▸ **Task to complete**
Find the line with "position:absolute; left:1589px; top:1038px;" in the entries below. Repeat it, every following line, and the line with "position:absolute; width:77px; margin:-38px;", exactly and with nothing added.

####################

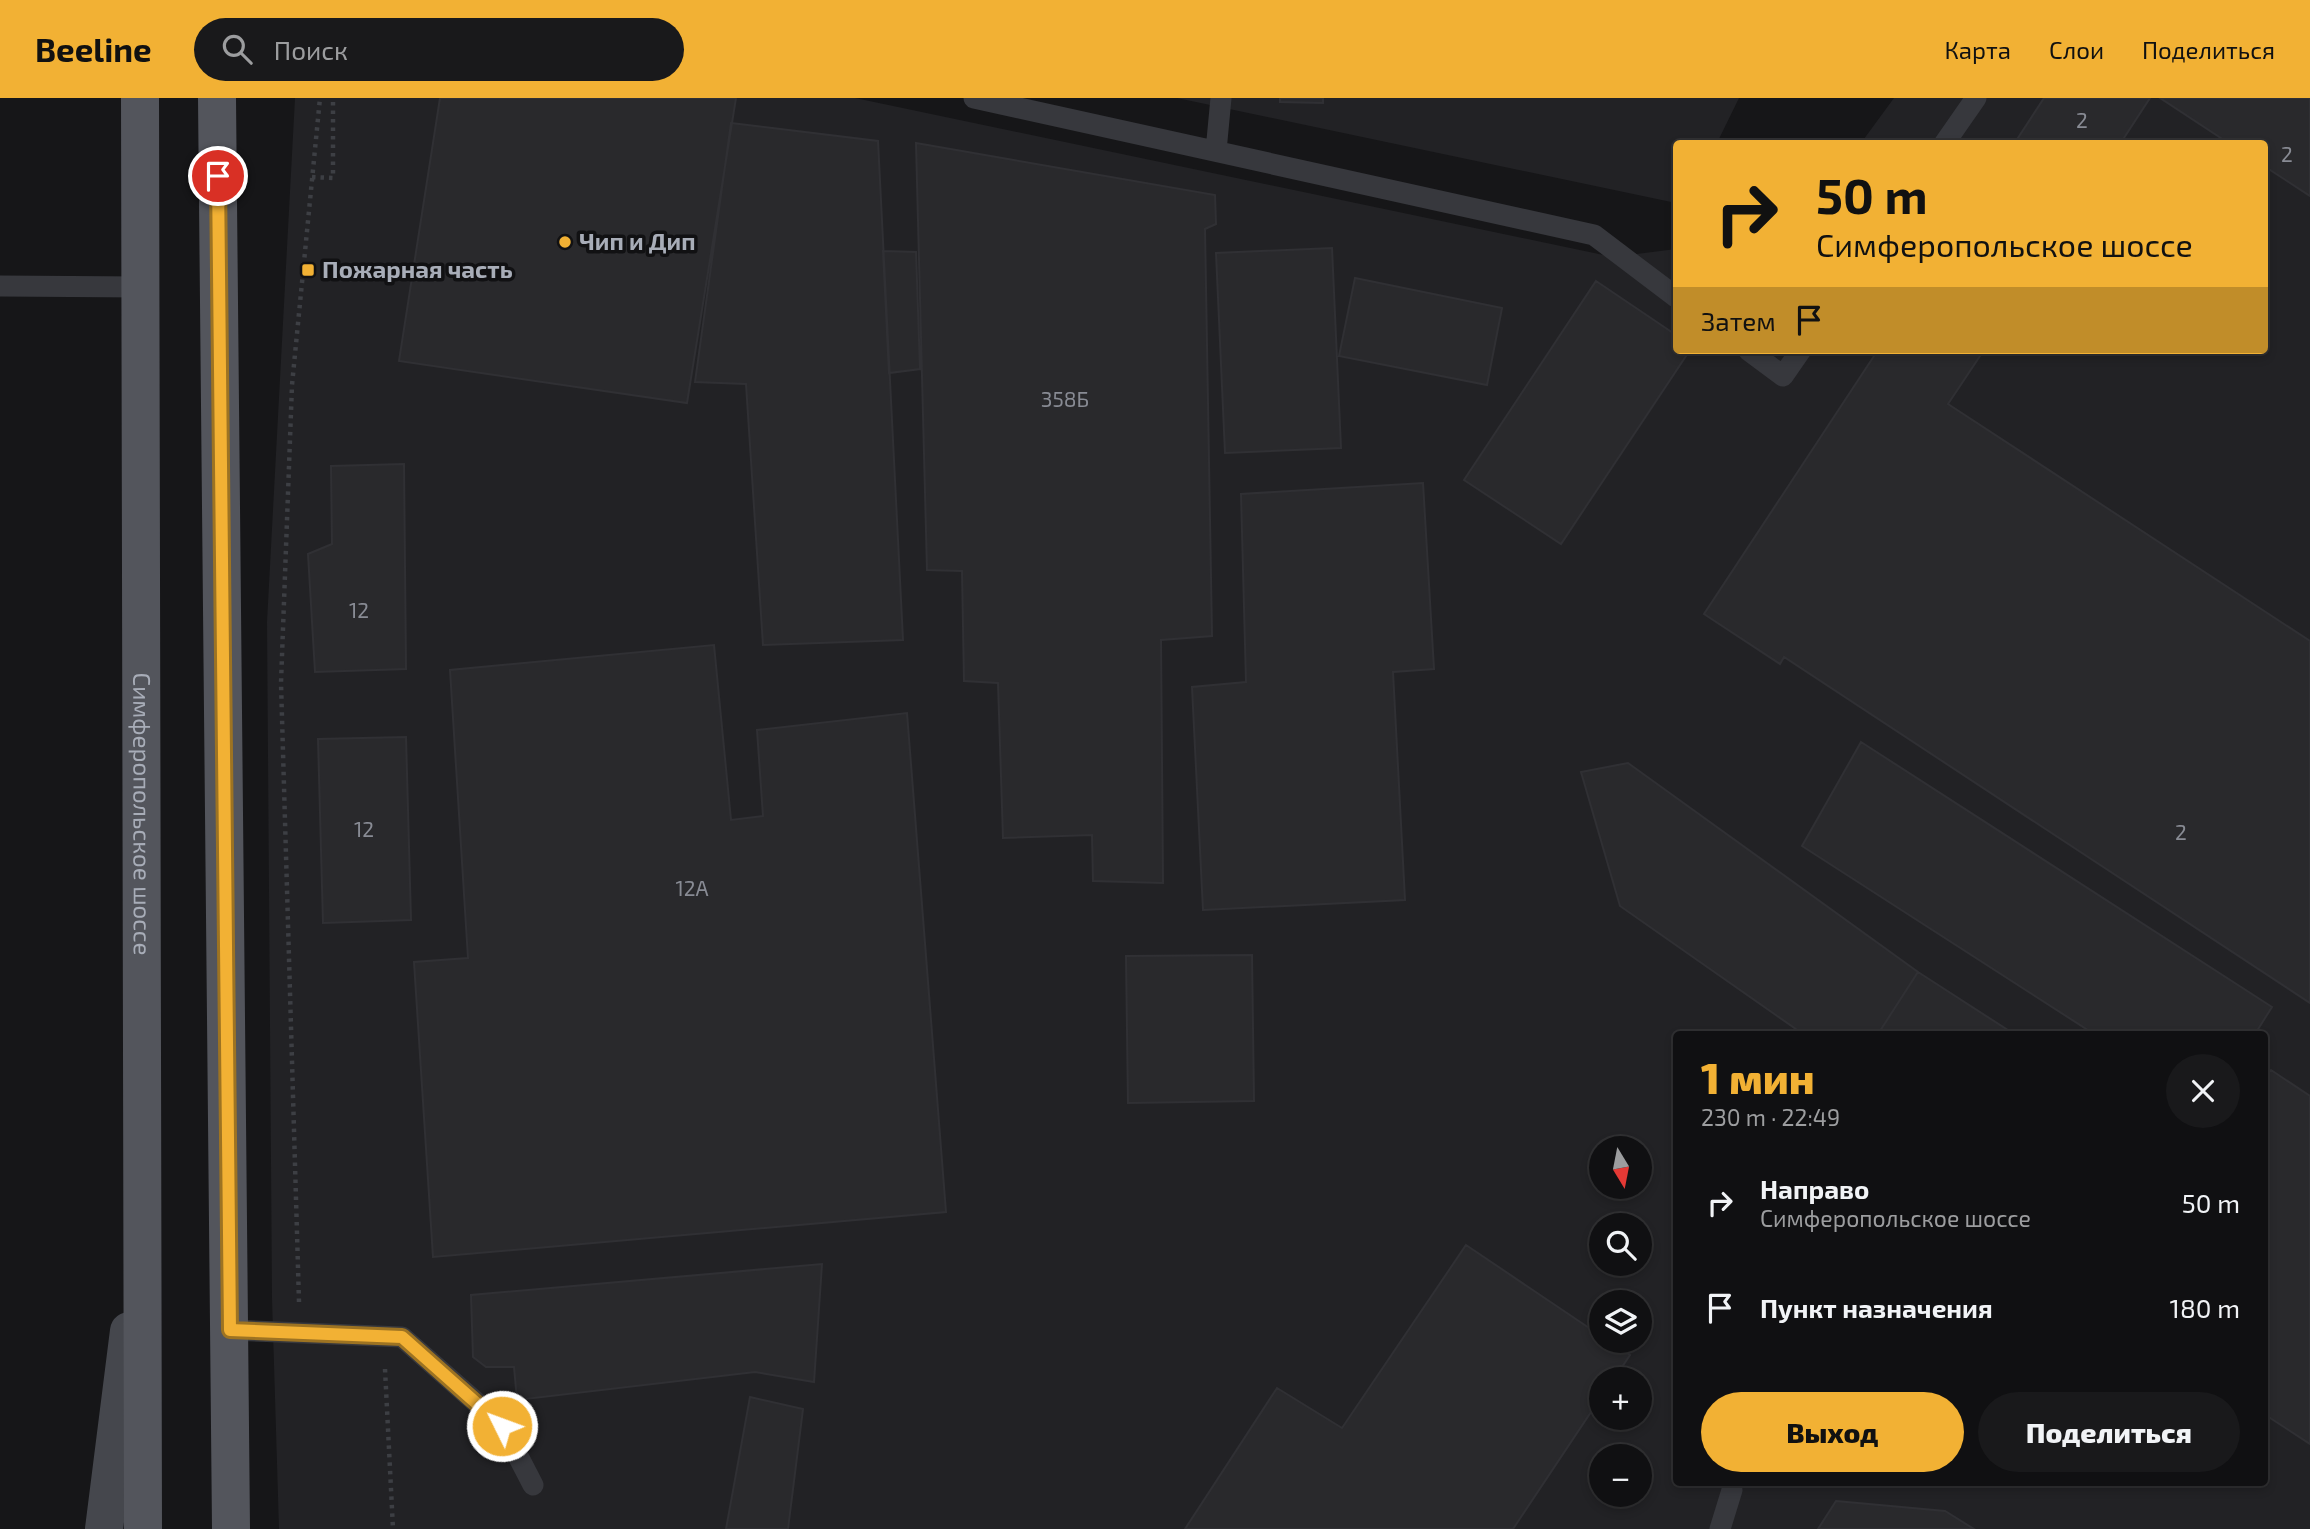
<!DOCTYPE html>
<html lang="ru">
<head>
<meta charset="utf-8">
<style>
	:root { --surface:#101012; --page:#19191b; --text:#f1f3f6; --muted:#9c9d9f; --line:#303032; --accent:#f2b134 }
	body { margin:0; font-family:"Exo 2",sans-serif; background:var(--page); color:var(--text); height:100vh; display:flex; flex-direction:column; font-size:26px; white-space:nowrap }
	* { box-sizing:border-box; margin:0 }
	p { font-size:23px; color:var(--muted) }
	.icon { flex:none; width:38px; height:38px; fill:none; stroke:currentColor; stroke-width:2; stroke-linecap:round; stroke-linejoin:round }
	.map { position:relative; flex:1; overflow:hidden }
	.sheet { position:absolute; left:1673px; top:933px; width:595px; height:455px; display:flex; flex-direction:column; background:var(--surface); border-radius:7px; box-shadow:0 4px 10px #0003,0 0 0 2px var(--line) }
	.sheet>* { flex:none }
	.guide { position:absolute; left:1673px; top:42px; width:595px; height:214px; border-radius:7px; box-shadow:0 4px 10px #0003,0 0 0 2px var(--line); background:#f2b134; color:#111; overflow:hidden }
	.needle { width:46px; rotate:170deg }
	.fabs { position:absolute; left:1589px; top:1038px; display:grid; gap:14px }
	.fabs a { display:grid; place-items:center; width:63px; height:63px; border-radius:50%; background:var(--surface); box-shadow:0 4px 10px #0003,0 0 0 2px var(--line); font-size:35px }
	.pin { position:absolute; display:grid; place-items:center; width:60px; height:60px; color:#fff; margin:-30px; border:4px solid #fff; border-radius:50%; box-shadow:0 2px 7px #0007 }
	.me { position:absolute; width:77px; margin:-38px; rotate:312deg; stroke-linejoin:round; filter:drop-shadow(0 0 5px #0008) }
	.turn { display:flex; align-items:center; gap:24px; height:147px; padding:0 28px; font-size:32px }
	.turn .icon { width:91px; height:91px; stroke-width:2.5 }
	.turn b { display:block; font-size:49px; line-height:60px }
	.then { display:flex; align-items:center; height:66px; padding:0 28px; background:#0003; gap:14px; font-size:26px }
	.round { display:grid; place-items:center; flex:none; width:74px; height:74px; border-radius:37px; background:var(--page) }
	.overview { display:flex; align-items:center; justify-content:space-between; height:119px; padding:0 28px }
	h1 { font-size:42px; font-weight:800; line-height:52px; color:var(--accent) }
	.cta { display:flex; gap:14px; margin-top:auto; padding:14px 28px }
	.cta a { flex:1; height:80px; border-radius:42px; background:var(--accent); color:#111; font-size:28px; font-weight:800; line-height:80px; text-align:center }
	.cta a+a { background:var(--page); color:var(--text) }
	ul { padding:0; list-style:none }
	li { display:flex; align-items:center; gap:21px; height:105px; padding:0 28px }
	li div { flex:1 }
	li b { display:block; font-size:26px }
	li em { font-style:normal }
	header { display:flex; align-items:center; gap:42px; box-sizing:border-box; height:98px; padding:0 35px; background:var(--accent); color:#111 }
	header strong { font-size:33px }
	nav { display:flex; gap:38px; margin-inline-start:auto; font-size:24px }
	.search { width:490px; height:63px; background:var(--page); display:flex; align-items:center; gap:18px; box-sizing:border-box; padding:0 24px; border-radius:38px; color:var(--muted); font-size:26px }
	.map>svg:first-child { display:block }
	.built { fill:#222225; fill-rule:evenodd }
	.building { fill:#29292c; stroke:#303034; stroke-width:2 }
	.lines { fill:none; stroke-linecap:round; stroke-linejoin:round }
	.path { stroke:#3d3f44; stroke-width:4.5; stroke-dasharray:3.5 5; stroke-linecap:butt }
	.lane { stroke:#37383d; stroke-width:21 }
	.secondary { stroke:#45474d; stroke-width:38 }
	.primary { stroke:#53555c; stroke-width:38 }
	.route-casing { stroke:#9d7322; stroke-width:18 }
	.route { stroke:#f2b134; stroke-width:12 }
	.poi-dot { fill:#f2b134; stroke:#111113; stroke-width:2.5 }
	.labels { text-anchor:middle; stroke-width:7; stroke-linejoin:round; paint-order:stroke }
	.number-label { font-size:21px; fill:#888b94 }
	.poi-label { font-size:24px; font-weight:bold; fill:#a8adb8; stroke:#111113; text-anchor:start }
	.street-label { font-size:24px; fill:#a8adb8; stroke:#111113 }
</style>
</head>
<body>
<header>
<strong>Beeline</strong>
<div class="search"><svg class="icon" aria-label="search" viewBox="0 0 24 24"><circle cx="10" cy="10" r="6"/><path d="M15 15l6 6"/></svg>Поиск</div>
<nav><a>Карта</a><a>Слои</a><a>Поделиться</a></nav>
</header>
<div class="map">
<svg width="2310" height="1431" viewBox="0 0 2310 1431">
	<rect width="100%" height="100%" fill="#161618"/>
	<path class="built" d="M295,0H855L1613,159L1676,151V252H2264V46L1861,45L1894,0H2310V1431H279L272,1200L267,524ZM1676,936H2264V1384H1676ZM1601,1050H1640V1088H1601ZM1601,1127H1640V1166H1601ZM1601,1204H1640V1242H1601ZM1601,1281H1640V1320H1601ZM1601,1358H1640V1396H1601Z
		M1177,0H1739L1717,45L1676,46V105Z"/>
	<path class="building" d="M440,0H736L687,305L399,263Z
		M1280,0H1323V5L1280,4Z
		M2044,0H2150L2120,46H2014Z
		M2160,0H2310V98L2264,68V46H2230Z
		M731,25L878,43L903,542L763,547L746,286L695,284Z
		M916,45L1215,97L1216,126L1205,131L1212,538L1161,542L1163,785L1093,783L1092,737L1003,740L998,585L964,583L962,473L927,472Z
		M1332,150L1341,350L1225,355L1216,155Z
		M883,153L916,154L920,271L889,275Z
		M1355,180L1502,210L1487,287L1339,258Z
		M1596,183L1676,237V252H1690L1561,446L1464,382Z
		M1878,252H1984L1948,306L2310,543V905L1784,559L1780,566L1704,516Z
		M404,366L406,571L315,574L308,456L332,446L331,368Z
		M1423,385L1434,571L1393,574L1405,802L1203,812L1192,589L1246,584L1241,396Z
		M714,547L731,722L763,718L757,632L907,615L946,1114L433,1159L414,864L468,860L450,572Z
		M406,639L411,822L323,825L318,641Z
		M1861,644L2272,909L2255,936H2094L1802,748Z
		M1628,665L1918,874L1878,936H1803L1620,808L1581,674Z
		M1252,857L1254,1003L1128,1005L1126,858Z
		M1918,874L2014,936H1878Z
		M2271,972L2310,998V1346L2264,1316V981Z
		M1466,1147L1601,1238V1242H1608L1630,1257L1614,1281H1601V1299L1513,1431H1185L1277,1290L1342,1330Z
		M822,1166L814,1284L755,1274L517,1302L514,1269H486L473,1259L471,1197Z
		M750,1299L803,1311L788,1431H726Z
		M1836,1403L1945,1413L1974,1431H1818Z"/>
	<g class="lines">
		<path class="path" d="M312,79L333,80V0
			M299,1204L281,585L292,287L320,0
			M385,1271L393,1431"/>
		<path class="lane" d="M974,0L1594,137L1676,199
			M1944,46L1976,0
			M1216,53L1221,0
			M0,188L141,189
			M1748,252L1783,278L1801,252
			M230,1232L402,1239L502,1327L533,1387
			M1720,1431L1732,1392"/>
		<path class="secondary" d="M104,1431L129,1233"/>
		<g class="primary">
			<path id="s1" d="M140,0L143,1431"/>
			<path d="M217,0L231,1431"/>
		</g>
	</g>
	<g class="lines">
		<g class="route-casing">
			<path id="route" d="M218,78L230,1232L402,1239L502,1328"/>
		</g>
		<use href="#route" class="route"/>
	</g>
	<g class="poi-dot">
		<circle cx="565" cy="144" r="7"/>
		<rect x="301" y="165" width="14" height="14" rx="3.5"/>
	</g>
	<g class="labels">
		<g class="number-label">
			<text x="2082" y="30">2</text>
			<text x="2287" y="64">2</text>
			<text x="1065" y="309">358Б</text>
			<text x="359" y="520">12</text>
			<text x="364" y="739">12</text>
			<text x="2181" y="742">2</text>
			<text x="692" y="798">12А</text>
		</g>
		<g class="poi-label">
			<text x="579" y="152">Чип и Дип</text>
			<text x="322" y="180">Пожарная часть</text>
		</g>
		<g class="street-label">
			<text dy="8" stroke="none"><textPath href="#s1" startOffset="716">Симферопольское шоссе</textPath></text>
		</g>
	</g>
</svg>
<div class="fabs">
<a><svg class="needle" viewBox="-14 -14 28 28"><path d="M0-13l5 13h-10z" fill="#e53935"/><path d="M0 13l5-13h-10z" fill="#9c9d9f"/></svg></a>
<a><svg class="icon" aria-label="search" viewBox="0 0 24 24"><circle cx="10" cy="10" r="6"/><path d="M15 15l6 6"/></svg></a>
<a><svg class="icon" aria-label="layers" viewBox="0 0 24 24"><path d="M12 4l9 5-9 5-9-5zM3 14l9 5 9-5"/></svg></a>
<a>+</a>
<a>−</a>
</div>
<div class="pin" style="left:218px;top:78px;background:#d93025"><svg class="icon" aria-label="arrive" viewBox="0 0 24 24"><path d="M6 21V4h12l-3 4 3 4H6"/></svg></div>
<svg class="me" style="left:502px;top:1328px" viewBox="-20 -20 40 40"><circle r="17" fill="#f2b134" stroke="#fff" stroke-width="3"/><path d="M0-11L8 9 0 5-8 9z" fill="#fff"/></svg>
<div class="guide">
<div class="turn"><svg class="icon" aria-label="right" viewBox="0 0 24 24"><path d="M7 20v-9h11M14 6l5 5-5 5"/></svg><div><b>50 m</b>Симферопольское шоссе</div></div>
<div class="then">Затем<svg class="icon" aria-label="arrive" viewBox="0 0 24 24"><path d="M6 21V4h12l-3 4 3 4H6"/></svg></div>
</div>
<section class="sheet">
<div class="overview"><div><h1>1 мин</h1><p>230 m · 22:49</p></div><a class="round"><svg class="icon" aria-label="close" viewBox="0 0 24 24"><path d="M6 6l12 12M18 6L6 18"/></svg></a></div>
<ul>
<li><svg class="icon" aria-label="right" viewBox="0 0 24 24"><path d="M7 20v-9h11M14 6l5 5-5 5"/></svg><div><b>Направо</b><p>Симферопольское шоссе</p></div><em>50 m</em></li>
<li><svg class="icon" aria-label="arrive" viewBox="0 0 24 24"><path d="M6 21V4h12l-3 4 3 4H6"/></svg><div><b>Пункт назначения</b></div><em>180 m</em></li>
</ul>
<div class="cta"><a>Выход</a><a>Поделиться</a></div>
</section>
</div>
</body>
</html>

####################

▸ **Answer space**
	.fabs { position:absolute; left:1589px; top:1038px; display:grid; gap:14px }
	.fabs a { display:grid; place-items:center; width:63px; height:63px; border-radius:50%; background:var(--surface); box-shadow:0 4px 10px #0003,0 0 0 2px var(--line); font-size:35px }
	.pin { position:absolute; display:grid; place-items:center; width:60px; height:60px; color:#fff; margin:-30px; border:4px solid #fff; border-radius:50%; box-shadow:0 2px 7px #0007 }
	.me { position:absolute; width:77px; margin:-38px; rotate:312deg; stroke-linejoin:round; filter:drop-shadow(0 0 5px #0008) }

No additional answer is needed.